Calvary Cemetery, in Queens, which recorded its first burial in 1848, was created on land that the trustees of St. Patrick's Cathedral had begun to buy up two years earlier. Cypress Hills Cemetery, on the Queens-Brooklyn boundary line, was the first nonreligious cemetery to be formed in Queens under the new law. Its first burial also took place in 1848. All Faiths Cemetery traces its beginnings to 1852, when Frederick William Geissenhainer, pastor of St. Paul's German Lutheran Church in Manhattan, bought 225 acres (91 ha) in Middle Village, Queens, for a non-sectarian cemetery that was known in its early years as Lutheran Cemetery and later became All Faiths Cemetery. Other Queens and Brooklyn cemeteries established in the earliest years of the new law included Cemetery of the Evergreens on the Brooklyn-Queens border (founded in 1849 as a nonsectarian cemetery), Mount Olivet Cemetery in Queens (founded in 1850), and St. Michael's Cemetery in Queens (founded in 1852). In other parts of the state, rural cemeteries established after the passage of the Act included Oakwood Cemetery in Troy, founded in 1848, and Oakwood Cemetery in Syracuse, dedicated in 1859.

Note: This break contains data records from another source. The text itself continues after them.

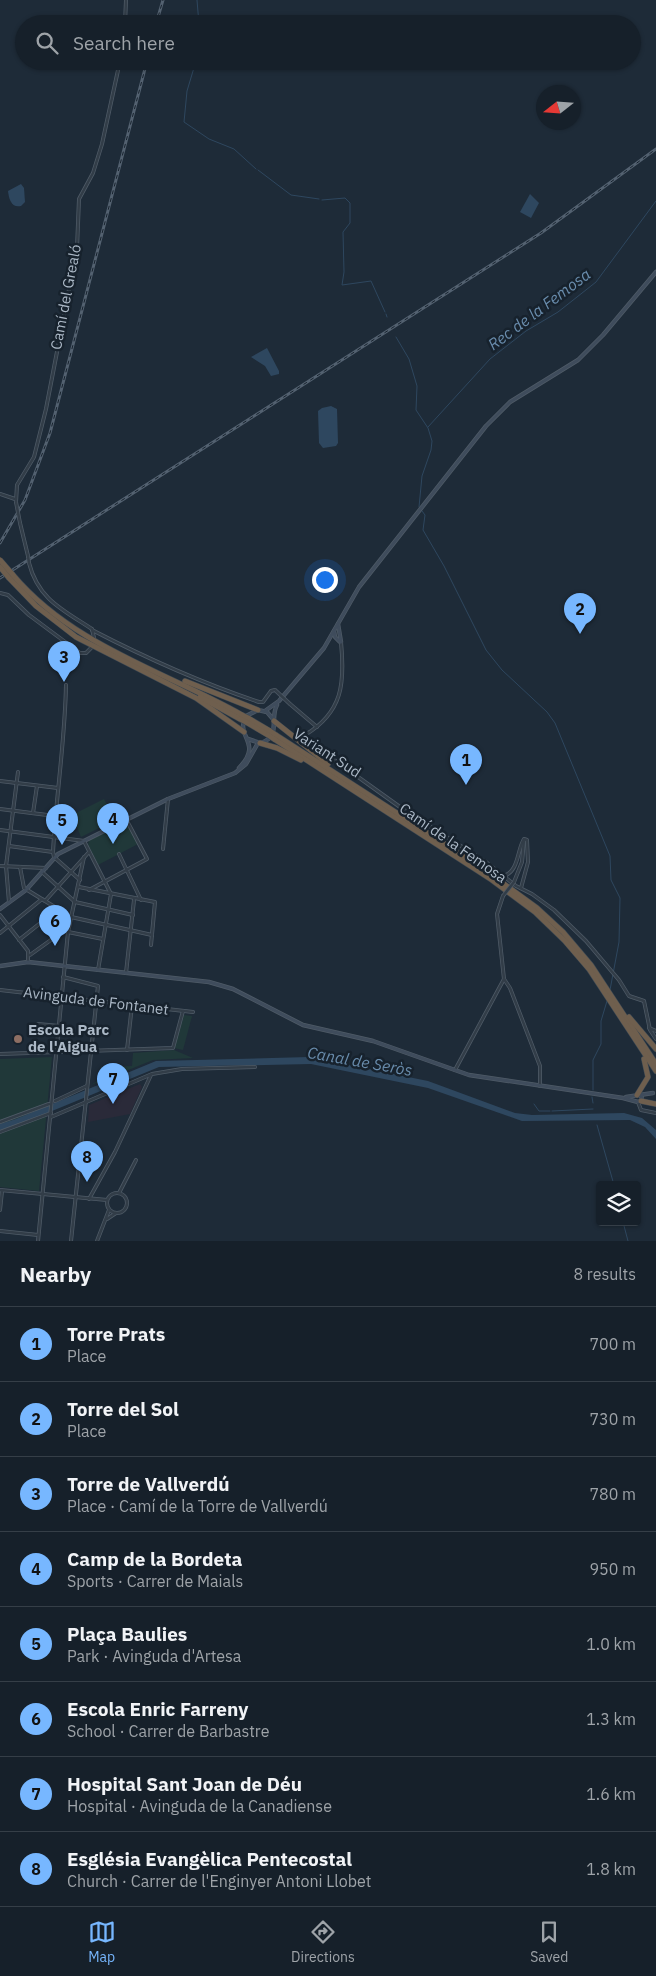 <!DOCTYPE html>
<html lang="en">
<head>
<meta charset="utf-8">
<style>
	:root { --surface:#16202a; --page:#232d36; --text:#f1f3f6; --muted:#9ea3a8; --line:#353e47; --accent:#77b7ff }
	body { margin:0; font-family:"IBM Plex Sans",sans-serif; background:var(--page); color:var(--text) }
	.controls { position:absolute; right:15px; bottom:15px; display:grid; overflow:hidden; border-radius:5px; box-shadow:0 1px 4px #0004 }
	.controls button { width:45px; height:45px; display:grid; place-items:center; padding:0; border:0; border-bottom:1px solid var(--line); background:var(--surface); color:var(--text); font:25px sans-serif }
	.compass { position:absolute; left:536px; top:85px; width:45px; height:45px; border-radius:50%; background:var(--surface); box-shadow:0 1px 4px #0004; rotate:253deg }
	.you { position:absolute; left:324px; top:579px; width:18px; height:18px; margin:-12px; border:4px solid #fff; border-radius:50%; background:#1a73e8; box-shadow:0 0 0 8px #1a73e833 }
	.badge { display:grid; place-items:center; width:32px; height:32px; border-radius:50%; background:var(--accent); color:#111; font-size:16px; font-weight:700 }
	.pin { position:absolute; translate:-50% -41px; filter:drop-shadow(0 1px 2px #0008) }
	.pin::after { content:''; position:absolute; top:26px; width:18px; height:15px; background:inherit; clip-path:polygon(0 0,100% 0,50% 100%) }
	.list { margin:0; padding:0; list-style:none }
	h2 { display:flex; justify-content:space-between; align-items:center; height:65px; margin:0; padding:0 20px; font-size:21px }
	h2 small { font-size:16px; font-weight:400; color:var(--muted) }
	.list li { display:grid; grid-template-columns:32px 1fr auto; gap:15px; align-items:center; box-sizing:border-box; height:75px; padding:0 20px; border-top:1px solid var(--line) }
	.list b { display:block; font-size:19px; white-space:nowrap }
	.list p { margin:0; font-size:16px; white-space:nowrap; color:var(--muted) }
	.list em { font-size:16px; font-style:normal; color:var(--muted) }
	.icon { flex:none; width:28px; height:28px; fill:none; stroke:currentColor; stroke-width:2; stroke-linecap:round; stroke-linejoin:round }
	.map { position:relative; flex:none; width:656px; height:1241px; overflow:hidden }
	.search { position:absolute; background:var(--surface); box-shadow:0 1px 4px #0004; left:15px; right:15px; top:15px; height:55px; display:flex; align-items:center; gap:12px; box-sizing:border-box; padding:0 18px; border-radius:28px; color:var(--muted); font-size:19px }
	.sheet { height:665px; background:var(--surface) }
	nav { display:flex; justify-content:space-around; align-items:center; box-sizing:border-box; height:70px; border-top:1px solid var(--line); background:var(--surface); font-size:14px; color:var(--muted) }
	nav a { display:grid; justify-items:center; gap:2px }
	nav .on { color:var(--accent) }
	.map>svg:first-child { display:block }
	.medical { fill:#2a2a39 }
	.green { fill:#203839 }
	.water { fill:#2e475f }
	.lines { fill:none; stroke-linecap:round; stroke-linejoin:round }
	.stream { stroke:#2e475f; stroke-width:1 }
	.street-casing { stroke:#4f5b67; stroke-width:4 }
	.secondary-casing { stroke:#4f5b67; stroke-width:4.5 }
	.highway-casing { stroke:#3c4853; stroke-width:6 }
	.street { stroke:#323d48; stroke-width:2.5 }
	.secondary { stroke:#3f4c5c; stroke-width:3 }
	.highway { stroke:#6f5f4e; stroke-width:5 }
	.rail-casing { stroke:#536170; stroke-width:3 }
	.rail { stroke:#17222d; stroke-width:1; stroke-dasharray:4; stroke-linecap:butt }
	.street-bridge-casing { stroke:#4f5b67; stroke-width:4; stroke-linecap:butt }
	.highway-bridge-casing { stroke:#3c4853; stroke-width:6; stroke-linecap:butt }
	.street-bridge { stroke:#323d48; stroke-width:2.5 }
	.highway-bridge { stroke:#6f5f4e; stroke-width:5 }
	.education-dot { fill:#8d6e63; stroke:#17222d; stroke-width:2 }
	.labels { text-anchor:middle; stroke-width:5; stroke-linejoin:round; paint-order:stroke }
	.street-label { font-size:15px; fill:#abb8c6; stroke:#17222d }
	.poi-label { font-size:15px; font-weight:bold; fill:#abb8c6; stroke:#17222d; text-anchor:start }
	.water-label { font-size:16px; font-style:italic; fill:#698cac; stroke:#17222d }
</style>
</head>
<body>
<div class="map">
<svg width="656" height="1241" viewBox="0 0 656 1241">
	<rect width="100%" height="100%" fill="#1e2b38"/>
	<polygon class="medical" points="140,1084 142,1087 130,1114 88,1122 89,1105"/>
	<g class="green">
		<polygon points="104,799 115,820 81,837 72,815"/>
		<polygon points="126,822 138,844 98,865 88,845 89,840"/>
		<polygon points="184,1015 192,1016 183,1050 174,1048"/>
		<polygon points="174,1050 193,1058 153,1060 91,1085 100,1079 101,1066 106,1074 113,1071 111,1067 132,1066 133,1053"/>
		<polygon points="52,1057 39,1191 0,1187 0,1059"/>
	</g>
	<g class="water">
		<path d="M21,184L24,188L25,202L21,206C11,208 9,199 8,191Z"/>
		<polygon points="530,194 539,203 531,218 520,212"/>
		<polygon points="267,348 279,371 279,374 271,376 265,366 251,357"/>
		<polygon points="331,406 337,409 338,443 336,446 323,448 319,443 318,411 322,408"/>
		<polygon points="309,1057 428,1081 515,1113 532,1115 624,1113 642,1118 656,1130 656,1139 645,1127 630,1120 522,1121 428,1088 311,1064 159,1067 18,1125 0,1130 0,1124 16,1119 156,1061"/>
	</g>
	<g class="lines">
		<g class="stream">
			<polyline points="197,0 199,24"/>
			<polyline points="196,61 187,91 184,122 209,139 234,149 256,169"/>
			<polyline points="258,170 291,195 319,199"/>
			<polyline points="322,200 345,198 350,203 350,223 343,232 344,272 342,285 371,281 385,312"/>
			<polyline points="386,314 387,317"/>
			<polyline points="396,337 409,359 417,386 416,410 428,428 432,441 431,450 422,476 419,507 425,515 423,530 444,566 486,650 502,670 547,712 555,723 610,856 611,880 620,898 619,942 610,990"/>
			<polyline points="428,427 490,359 526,331 558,312 596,282 656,201"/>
			<polyline points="593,1090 593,1060 601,1044 601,1021 607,1001"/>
			<polyline points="592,1097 593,1103"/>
			<polyline points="534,1104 539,1111 550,1111"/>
			<polyline points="552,1111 593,1109"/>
			<polyline points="597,1125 614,1185"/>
			<polyline points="623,1222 628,1241"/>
		</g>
		<defs>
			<g id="street">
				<polyline points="125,24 126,0"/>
				<polyline points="0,494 15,499"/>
				<polyline points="16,502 17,485 34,457 46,409 77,248 79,199 93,173 102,144 120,61"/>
				<polyline points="20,523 28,556"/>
				<path d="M29,563C38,599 63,610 92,629L94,638"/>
				<polyline points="0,593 8,595 29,615 80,653 86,653 91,648"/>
				<path d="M92,630C146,658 202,683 259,702H263L271,691L275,690"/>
				<path d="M341,642C345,683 343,712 305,735V739L407,812L486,862L516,886L532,894L554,910L586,941L619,980L629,996L644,1001L650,1030L656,1039"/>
				<path d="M66,685C65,741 56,796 53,852L54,857L80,880"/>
				<polyline points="290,704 317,727"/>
				<polyline points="0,781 58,788"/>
				<polyline points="0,809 55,816"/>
				<polyline points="33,813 37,786"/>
				<polyline points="0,830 84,841 111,894 98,970"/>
				<polyline points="9,846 53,852"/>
				<polyline points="163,849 168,799"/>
				<polyline points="119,854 141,900"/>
				<polyline points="0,866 46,868"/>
				<polyline points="20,867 24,888 71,917 152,935"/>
				<polyline points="42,872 75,902 133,915"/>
				<path d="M504,876C519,871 517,850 524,839L527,840L528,862L521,888"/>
				<polyline points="514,882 522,862 524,840"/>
				<polyline points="79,887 155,902 151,945"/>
				<polyline points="89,890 147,859 126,819"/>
				<polyline points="45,901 89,852"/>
				<polyline points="9,902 6,866 18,772"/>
				<polyline points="0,915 28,951 28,962"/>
				<polyline points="68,932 103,939"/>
				<polyline points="0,933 42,899"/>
				<polyline points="19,940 58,909"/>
				<polyline points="30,955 69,927"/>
				<polyline points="126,973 134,900"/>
				<polyline points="63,977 98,986 71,1241"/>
				<polyline points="504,979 510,988 540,1066 540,1086"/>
				<polyline points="0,990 193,1012"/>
				<polyline points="38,1024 59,1026"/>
				<polyline points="649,1028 656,1031"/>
				<polyline points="127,1050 132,1005"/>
				<polyline points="0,1054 173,1048 183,1011"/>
				<polyline points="455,1070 504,979 497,914 503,896"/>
				<polyline points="55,1101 87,1086"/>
				<polyline points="638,1102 641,1110 656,1113"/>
				<polyline points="51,1117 152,1074 182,1069 255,1067"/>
				<polyline points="0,1122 49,1104"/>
				<polyline points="0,1132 51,1113"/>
				<polyline points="0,1190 107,1200"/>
				<circle cx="117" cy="1203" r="10"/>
				<polyline points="119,1193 136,1160"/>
				<polyline points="89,1199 115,1152 151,1075"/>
				<polyline points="0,1210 2,1191"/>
				<polyline points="107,1219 116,1213"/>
				<polyline points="0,1231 38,1235"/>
				<polyline points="38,1241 68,932 84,857"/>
				<polyline points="97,1241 109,1210"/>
			</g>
			<g id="secondary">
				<polyline points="338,624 341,642"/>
				<polyline points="334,631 335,637 340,642"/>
				<polyline points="265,711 279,701 324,648 359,587 486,426 510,402 578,360 603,335 656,272"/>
				<path d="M248,739L260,743C282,737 269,719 277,705"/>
				<path d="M239,768C264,742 234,737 246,716L258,710L267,712L273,719"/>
				<polyline points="0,909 26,890 58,854 168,799 235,773 246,764 258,743"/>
				<polyline points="0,966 28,962 209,982 233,989 303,1025 373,1041 469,1075 623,1098 638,1102 642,1100 641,1095"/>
				<polyline points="626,1097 653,1093"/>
			</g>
			<g id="highway">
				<path d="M13,575C73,646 164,671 242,715"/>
				<polyline points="9,578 36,606 76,637 196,698 244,732"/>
				<polyline points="185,681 258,710"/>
				<polyline points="200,697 240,719"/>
				<polyline points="248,718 270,731"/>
				<polyline points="274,721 328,764"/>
				<polyline points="246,722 268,735"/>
				<polyline points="276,735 482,868 537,908 563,932 591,965 656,1064"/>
				<polyline points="274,739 492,880 535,912 565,941 589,969 656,1071"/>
				<polyline points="260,743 277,748 301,760"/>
				<polyline points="629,1017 656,1049"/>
				<polyline points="637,1095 648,1077 644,1059"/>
				<polyline points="641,1101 656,1104"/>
			</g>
		</defs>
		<use href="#street" class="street-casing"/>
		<use href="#secondary" class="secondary-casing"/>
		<use href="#highway" class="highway-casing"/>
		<use href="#street" class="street"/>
		<use href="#secondary" class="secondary"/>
		<use href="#highway" class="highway"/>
		<defs>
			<g id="rail">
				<polyline points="156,24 163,0"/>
				<polyline points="0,543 25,500 50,433 147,61"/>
				<polyline points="0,578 541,233 656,149"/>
			</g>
		</defs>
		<use href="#rail" class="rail-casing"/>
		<use href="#rail" class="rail"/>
		<defs>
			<g id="street-bridge">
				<polyline points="16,502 20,523"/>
				<polyline points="28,556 29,563"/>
				<polyline points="275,690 290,704"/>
				<polyline points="503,896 514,882"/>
			</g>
			<g id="highway-bridge">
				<polyline points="0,560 13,575"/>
				<polyline points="0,567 9,578"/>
				<polyline points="242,715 248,718"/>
				<polyline points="240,719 246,722"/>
				<polyline points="270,731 276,735"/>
				<polyline points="268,735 274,739"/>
			</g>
		</defs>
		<use href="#street-bridge" class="street-bridge-casing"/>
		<use href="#highway-bridge" class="highway-bridge-casing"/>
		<use href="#street-bridge" class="street-bridge"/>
		<use href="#highway-bridge" class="highway-bridge"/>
	</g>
	<circle class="education-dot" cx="18" cy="1039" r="5"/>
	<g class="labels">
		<g class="street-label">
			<text transform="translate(66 297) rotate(-79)" y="5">Camí del Grealó</text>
			<text transform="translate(327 753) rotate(33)" y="5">Variant Sud</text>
			<text transform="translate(453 843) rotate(35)" y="5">Camí de la Femosa</text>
			<text transform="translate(96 1001) rotate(7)" y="5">Avinguda de Fontanet</text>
		</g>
		<g class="poi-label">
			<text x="28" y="1035">Escola Parc<tspan x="28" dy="17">de l'Aigua</tspan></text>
		</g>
		<g class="water-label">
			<text transform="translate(539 309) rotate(-37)" y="6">Rec de la Femosa</text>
			<text transform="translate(360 1061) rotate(10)" y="6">Canal de Seròs</text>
		</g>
	</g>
</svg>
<div class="controls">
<button><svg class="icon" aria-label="layers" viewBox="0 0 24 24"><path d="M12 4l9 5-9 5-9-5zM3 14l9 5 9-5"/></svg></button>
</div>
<svg class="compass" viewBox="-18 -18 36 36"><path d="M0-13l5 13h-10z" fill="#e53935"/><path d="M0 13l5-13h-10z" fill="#9ea3a8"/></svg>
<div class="you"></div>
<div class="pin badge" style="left:466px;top:785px">1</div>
<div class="pin badge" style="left:580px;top:634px">2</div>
<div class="pin badge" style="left:64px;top:682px">3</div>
<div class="pin badge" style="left:113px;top:844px">4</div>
<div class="pin badge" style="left:62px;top:845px">5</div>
<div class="pin badge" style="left:55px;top:946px">6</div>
<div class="pin badge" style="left:113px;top:1104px">7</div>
<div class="pin badge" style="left:87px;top:1182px">8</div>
<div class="search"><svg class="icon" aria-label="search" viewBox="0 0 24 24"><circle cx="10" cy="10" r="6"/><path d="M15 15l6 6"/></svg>Search here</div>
</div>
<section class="sheet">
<h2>Nearby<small>8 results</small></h2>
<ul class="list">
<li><span class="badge">1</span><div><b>Torre Prats</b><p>Place</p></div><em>700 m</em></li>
<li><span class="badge">2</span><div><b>Torre del Sol</b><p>Place</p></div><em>730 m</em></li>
<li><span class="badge">3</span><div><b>Torre de Vallverdú</b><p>Place · Camí de la Torre de Vallverdú</p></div><em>780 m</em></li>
<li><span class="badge">4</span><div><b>Camp de la Bordeta</b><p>Sports · Carrer de Maials</p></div><em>950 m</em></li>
<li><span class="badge">5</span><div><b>Plaça Baulies</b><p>Park · Avinguda d'Artesa</p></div><em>1.0 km</em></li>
<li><span class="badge">6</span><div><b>Escola Enric Farreny</b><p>School · Carrer de Barbastre</p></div><em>1.3 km</em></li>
<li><span class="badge">7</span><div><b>Hospital Sant Joan de Déu</b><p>Hospital · Avinguda de la Canadiense</p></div><em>1.6 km</em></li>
<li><span class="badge">8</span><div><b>Església Evangèlica Pentecostal</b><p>Church · Carrer de l'Enginyer Antoni Llobet</p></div><em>1.8 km</em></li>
</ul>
</section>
<nav>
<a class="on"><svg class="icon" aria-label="map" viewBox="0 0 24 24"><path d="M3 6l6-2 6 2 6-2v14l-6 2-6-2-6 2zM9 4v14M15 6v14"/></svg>Map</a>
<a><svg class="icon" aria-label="directions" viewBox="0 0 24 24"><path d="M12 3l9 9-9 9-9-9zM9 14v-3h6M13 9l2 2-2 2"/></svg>Directions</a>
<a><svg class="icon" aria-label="saved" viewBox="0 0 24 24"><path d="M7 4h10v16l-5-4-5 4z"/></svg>Saved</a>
</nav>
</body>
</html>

With the availability of new cemetery land outside the city, existing graveyards in Manhattan were abolished to make way for new development, with their gravestones removed and the human remains disinterred and reburied outside the city. Between 1854 to 1856, more than 15,000 bodies were exhumed from churchyards in Manhattan and Williamsburg and moved to Cypress Hills Cemetery. Over the decades, Cypress Hills Cemetery alone is estimated to have reburied the remains of 35,000 people disinterred from their original burial sites in Manhattan. Other rural cemeteries that reinterred remains originally buried in Manhattan graveyards include Calvary and Evergreens Cemeteries in Queens, Green-Wood Cemetery in south Brooklyn, and Woodlawn Cemetery in The Bronx. Often, unidentified bones were reburied in mass graves. During construction of the Brooklyn Bridge, which was started in 1870, bodies buried at Sands Street Methodist Church in Brooklyn were exhumed and moved to the Cemetery of the Evergreens.

The New York City-area cemeteries established under the Rural Cemetery Act grew very large. In 1880 All Faiths Cemetery had more burials than any other non-sectarian cemetery in the U.S., and in 1904 it was the burial site for all 1,021 people who died when the excursion boat SS General Slocum caught fire and sank during a Sunday School outing. As of the 1990s Calvary Cemetery held nearly three million graves.